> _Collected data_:
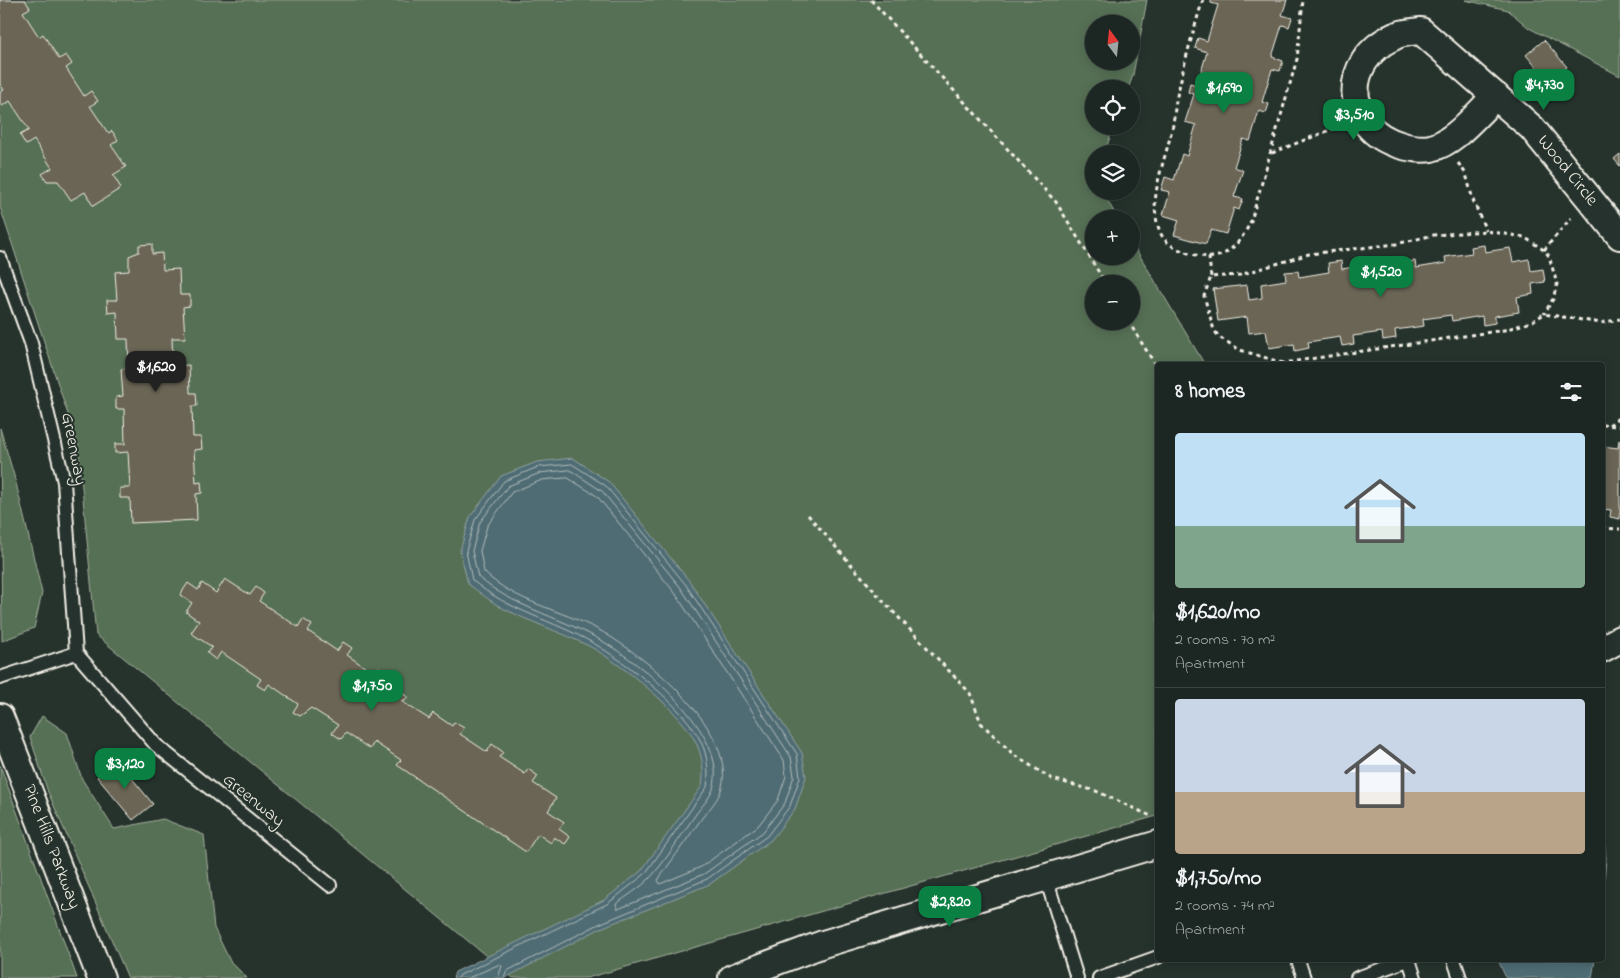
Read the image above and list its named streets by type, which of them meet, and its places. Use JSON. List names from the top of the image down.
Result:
{
  "streets": {
    "street": ["Wood Circle", "Pine Hills Parkway"],
    "lane": ["Greenway"]
  },
  "north": "top",
  "page": {
    "map_buttons": ["+", "−"],
    "price": [
      "$4,730",
      "$1,690",
      "$3,510",
      "$1,520",
      "$1,620",
      "$1,750",
      "$3,120",
      "$2,820"
    ],
    "heading": "8 homes",
    "list": [
      {
        "name": "$1,620/mo",
        "note": "2 rooms · 70 m² · Apartment"
      },
      {
        "name": "$1,750/mo",
        "note": "2 rooms · 74 m² · Apartment"
      }
    ]
  }
}
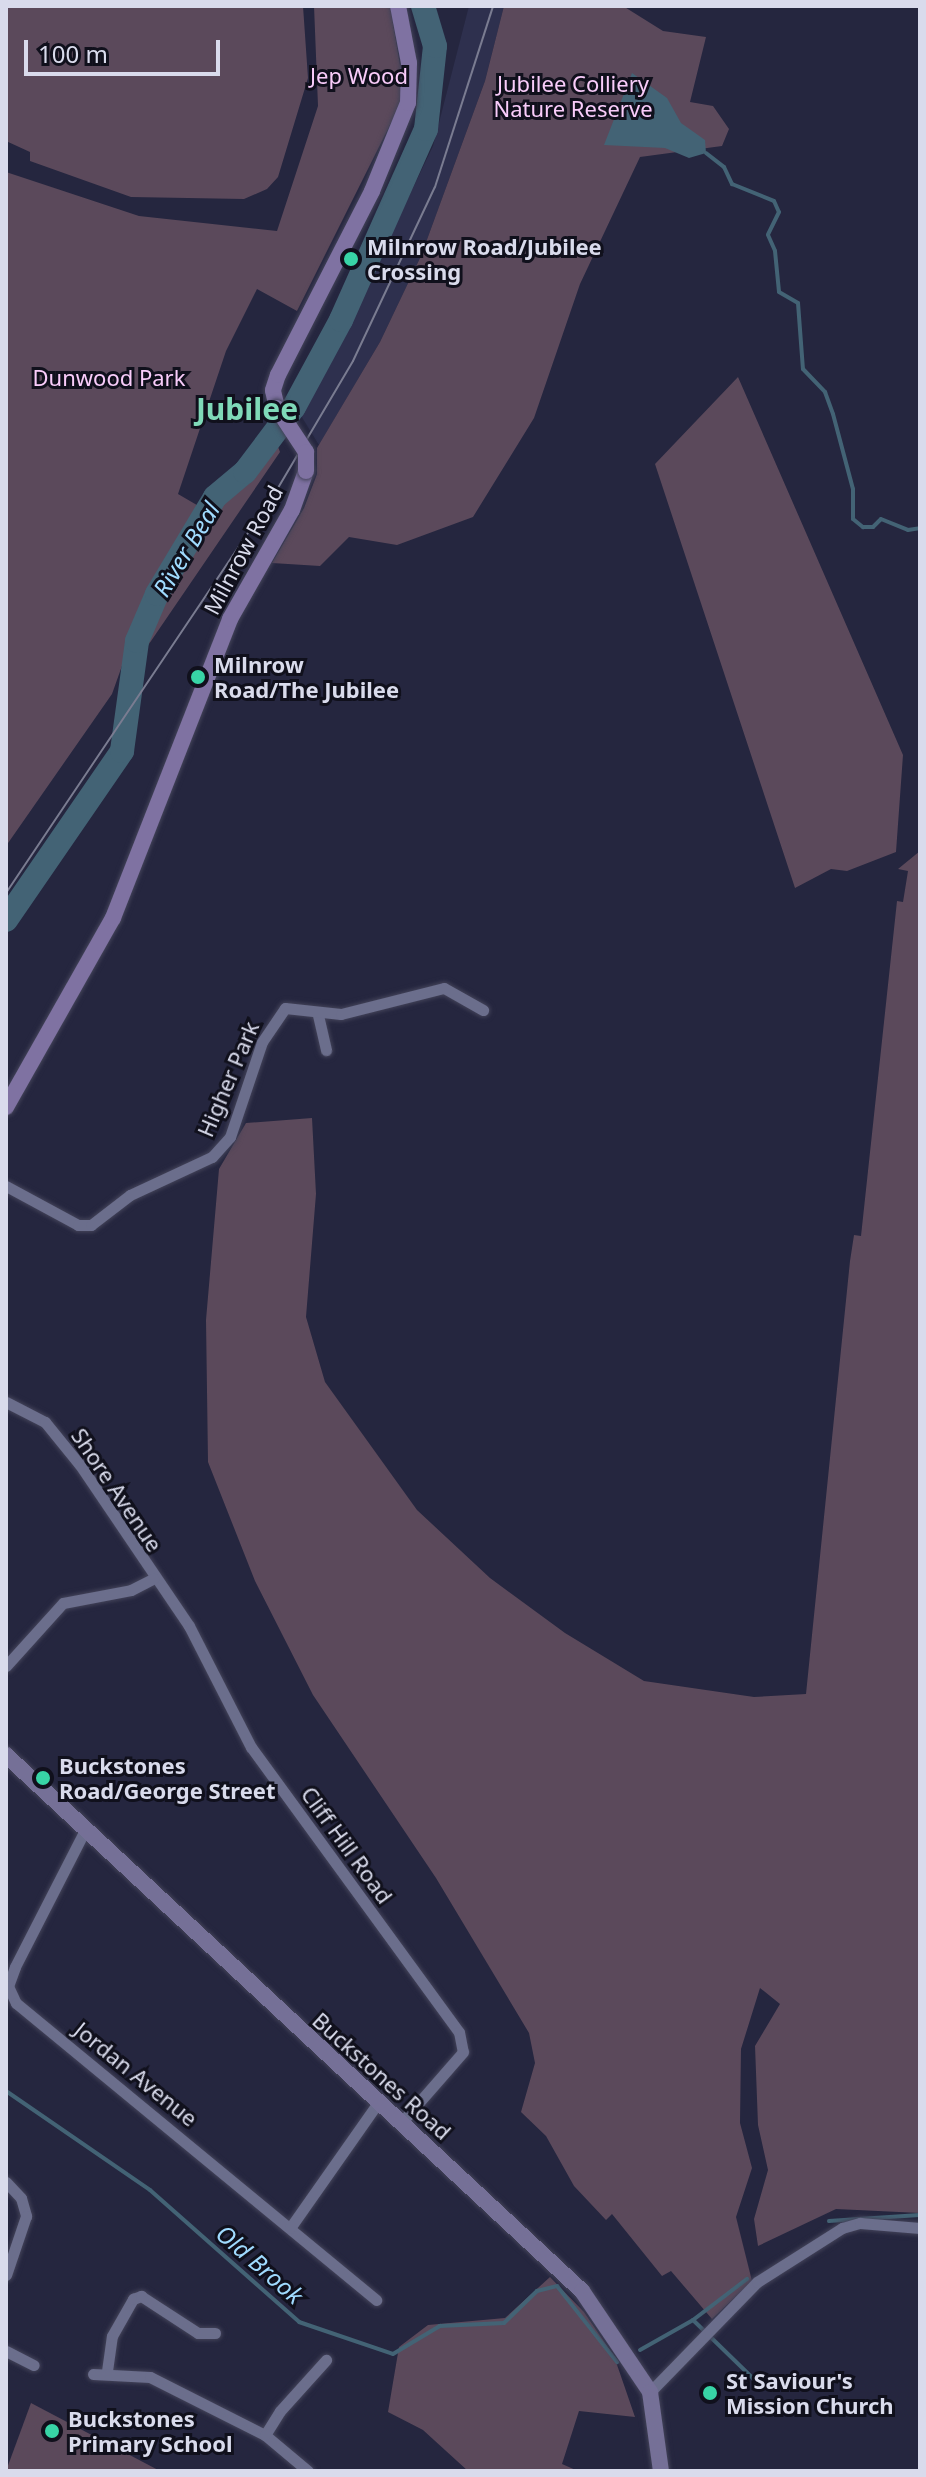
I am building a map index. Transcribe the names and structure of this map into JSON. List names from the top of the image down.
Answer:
{
  "streets": {
    "main road": ["Milnrow Road", "Buckstones Road"],
    "street": [
      "Higher Park",
      "Shore Avenue",
      "Cliff Hill Road",
      "Jordan Avenue"
    ]
  },
  "crossings": [
    ["Shore Avenue", "Cliff Hill Road"],
    ["Cliff Hill Road", "Buckstones Road"],
    ["Jordan Avenue", "Buckstones Road"]
  ],
  "districts": ["Jubilee"],
  "water": ["River Beal", "Old Brook"],
  "parks": ["Jep Wood", "Jubilee Colliery Nature Reserve", "Dunwood Park"],
  "places": [
    "Milnrow Road/Jubilee Crossing",
    "Milnrow Road/The Jubilee",
    "Buckstones Road/George Street",
    "St Saviour's Mission Church",
    "Buckstones Primary School"
  ],
  "scale_bar": "100 m"
}
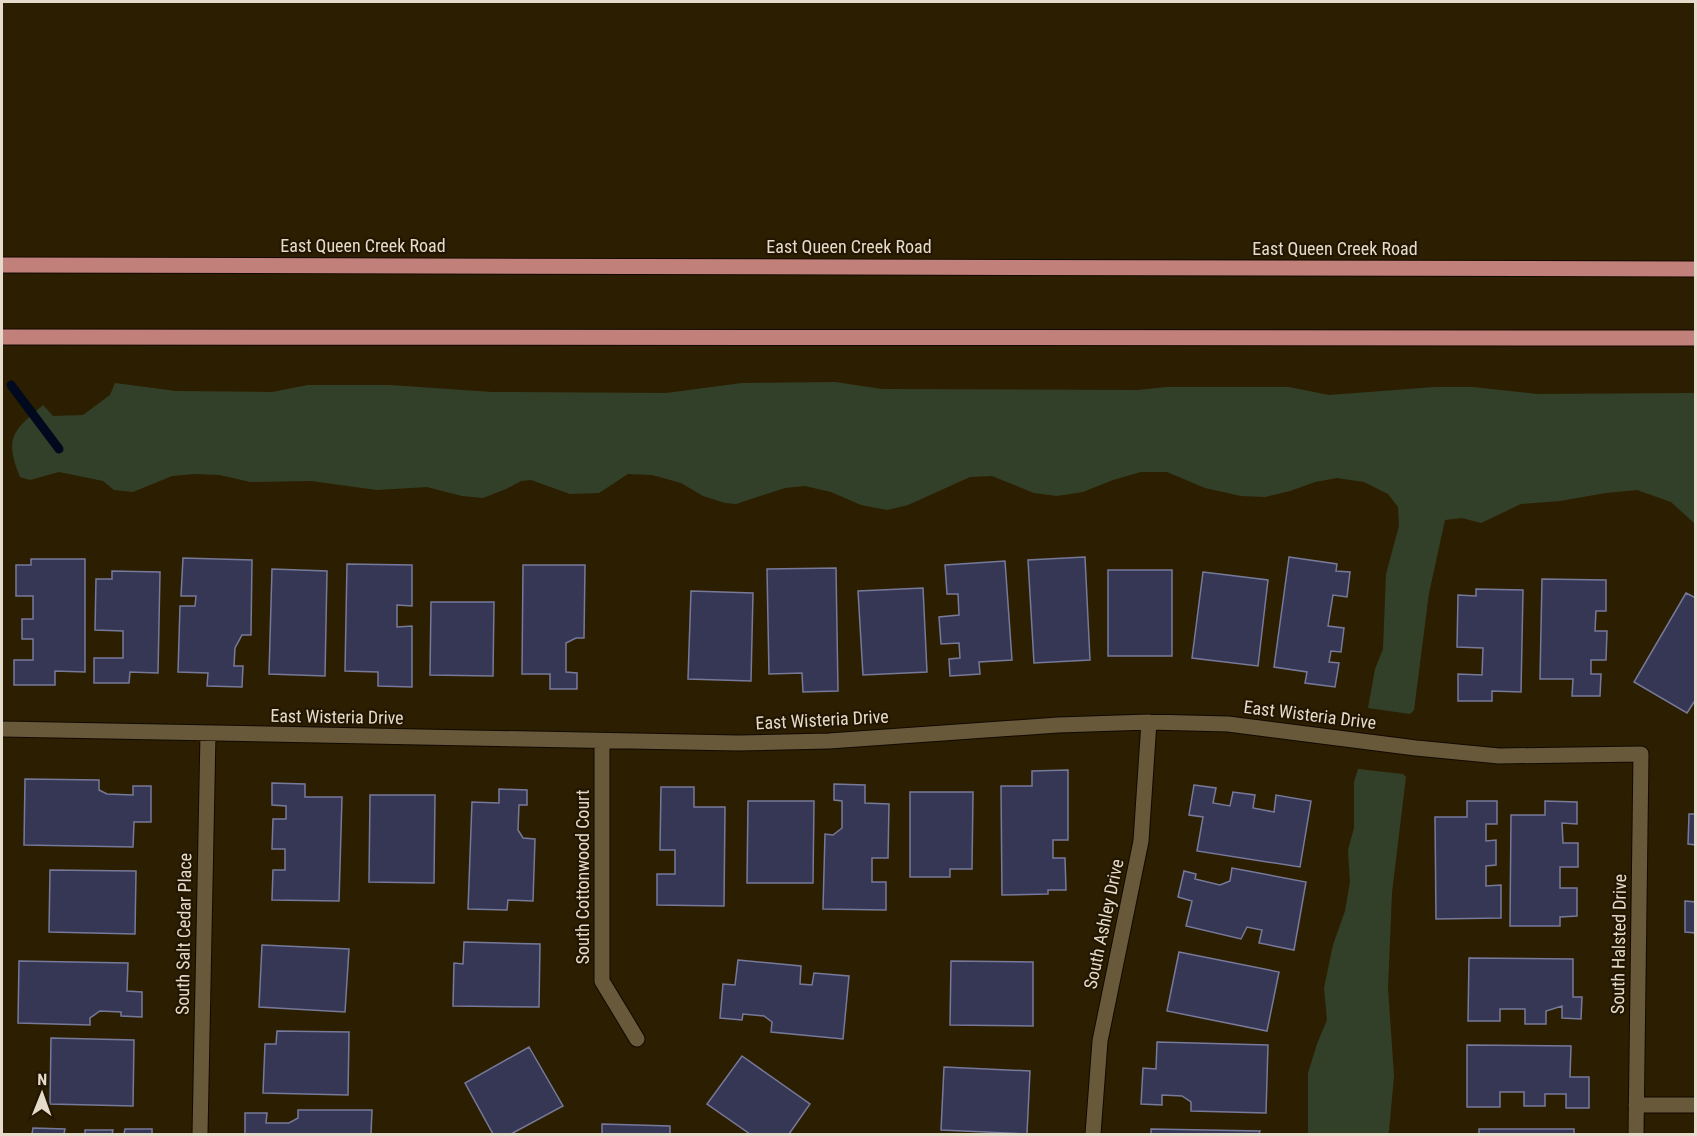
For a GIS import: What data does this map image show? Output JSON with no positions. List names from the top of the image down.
{
  "streets": {
    "main road": ["East Queen Creek Road"],
    "street": [
      "East Wisteria Drive",
      "South Cottonwood Court",
      "South Ashley Drive",
      "South Salt Cedar Place",
      "South Halsted Drive"
    ]
  },
  "crossings": [
    ["East Wisteria Drive", "South Cottonwood Court"],
    ["East Wisteria Drive", "South Ashley Drive"],
    ["East Wisteria Drive", "South Salt Cedar Place"],
    ["East Wisteria Drive", "South Halsted Drive"]
  ],
  "north": "top"
}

> _Work instruction_: From first line to last, return the records verbatim without their pictures.

> _Problem solution_:
Read the image above and list its named streets by type, which of them meet, and its places. Use JSON. List names from the top of the image down.
Result:
{
  "streets": {
    "street": ["Wood Circle", "Pine Hills Parkway"],
    "lane": ["Greenway"]
  },
  "north": "top",
  "page": {
    "map_buttons": ["+", "−"],
    "price": [
      "$4,730",
      "$1,690",
      "$3,510",
      "$1,520",
      "$1,620",
      "$1,750",
      "$3,120",
      "$2,820"
    ],
    "heading": "8 homes",
    "list": [
      {
        "name": "$1,620/mo",
        "note": "2 rooms · 70 m² · Apartment"
      },
      {
        "name": "$1,750/mo",
        "note": "2 rooms · 74 m² · Apartment"
      }
    ]
  }
}
I am building a map index. Transcribe the names and structure of this map into JSON. List names from the top of the image down.
Answer:
{
  "streets": {
    "main road": ["Milnrow Road", "Buckstones Road"],
    "street": [
      "Higher Park",
      "Shore Avenue",
      "Cliff Hill Road",
      "Jordan Avenue"
    ]
  },
  "crossings": [
    ["Shore Avenue", "Cliff Hill Road"],
    ["Cliff Hill Road", "Buckstones Road"],
    ["Jordan Avenue", "Buckstones Road"]
  ],
  "districts": ["Jubilee"],
  "water": ["River Beal", "Old Brook"],
  "parks": ["Jep Wood", "Jubilee Colliery Nature Reserve", "Dunwood Park"],
  "places": [
    "Milnrow Road/Jubilee Crossing",
    "Milnrow Road/The Jubilee",
    "Buckstones Road/George Street",
    "St Saviour's Mission Church",
    "Buckstones Primary School"
  ],
  "scale_bar": "100 m"
}
For a GIS import: What data does this map image show? Output JSON with no positions. List names from the top of the image down.
{
  "streets": {
    "main road": ["East Queen Creek Road"],
    "street": [
      "East Wisteria Drive",
      "South Cottonwood Court",
      "South Ashley Drive",
      "South Salt Cedar Place",
      "South Halsted Drive"
    ]
  },
  "crossings": [
    ["East Wisteria Drive", "South Cottonwood Court"],
    ["East Wisteria Drive", "South Ashley Drive"],
    ["East Wisteria Drive", "South Salt Cedar Place"],
    ["East Wisteria Drive", "South Halsted Drive"]
  ],
  "north": "top"
}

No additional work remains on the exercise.